■ TASK REQUIREMENTS: Could you reproduce every entry as it stands, leaving the pictures behind?

※ ※ ※

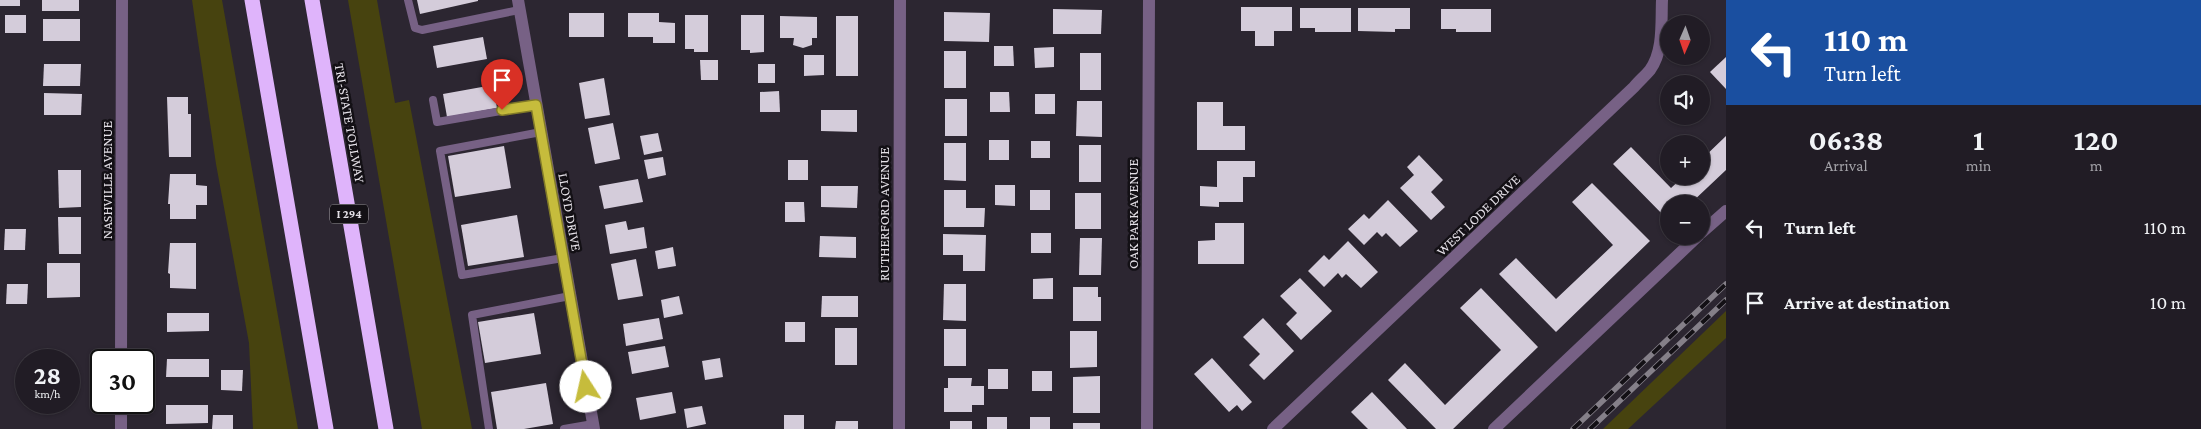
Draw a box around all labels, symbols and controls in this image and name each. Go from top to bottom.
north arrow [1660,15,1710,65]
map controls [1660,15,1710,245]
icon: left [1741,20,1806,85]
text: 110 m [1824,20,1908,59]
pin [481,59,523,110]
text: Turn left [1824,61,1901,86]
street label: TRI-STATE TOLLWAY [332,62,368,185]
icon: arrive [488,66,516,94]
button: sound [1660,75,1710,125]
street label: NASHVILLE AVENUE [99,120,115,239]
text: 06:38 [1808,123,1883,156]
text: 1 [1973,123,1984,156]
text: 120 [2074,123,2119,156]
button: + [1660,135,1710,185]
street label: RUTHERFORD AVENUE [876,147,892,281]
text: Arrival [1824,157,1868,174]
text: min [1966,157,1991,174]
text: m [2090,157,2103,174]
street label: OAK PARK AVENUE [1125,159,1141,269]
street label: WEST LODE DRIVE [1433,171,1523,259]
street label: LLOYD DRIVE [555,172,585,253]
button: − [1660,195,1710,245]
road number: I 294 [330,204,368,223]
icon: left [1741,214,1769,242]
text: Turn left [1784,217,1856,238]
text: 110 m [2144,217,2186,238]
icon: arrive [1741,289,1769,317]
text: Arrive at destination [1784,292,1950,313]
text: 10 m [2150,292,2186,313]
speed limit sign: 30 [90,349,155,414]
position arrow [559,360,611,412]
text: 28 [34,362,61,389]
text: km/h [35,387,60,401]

※ ※ ※

■ ANSWER TO THIS PROBLEM:
Draw a box around all labels, symbols and controls in this image and name each. Go from top to bottom.
north arrow [1660,15,1710,65]
map controls [1660,15,1710,245]
icon: left [1741,20,1806,85]
text: 110 m [1824,20,1908,59]
pin [481,59,523,110]
text: Turn left [1824,61,1901,86]
street label: TRI-STATE TOLLWAY [332,62,368,185]
icon: arrive [488,66,516,94]
button: sound [1660,75,1710,125]
street label: NASHVILLE AVENUE [99,120,115,239]
text: 06:38 [1808,123,1883,156]
text: 1 [1973,123,1984,156]
text: 120 [2074,123,2119,156]
button: + [1660,135,1710,185]
street label: RUTHERFORD AVENUE [876,147,892,281]
text: Arrival [1824,157,1868,174]
text: min [1966,157,1991,174]
text: m [2090,157,2103,174]
street label: OAK PARK AVENUE [1125,159,1141,269]
street label: WEST LODE DRIVE [1433,171,1523,259]
street label: LLOYD DRIVE [555,172,585,253]
button: − [1660,195,1710,245]
road number: I 294 [330,204,368,223]
icon: left [1741,214,1769,242]
text: Turn left [1784,217,1856,238]
text: 110 m [2144,217,2186,238]
icon: arrive [1741,289,1769,317]
text: Arrive at destination [1784,292,1950,313]
text: 10 m [2150,292,2186,313]
speed limit sign: 30 [90,349,155,414]
position arrow [559,360,611,412]
text: 28 [34,362,61,389]
text: km/h [35,387,60,401]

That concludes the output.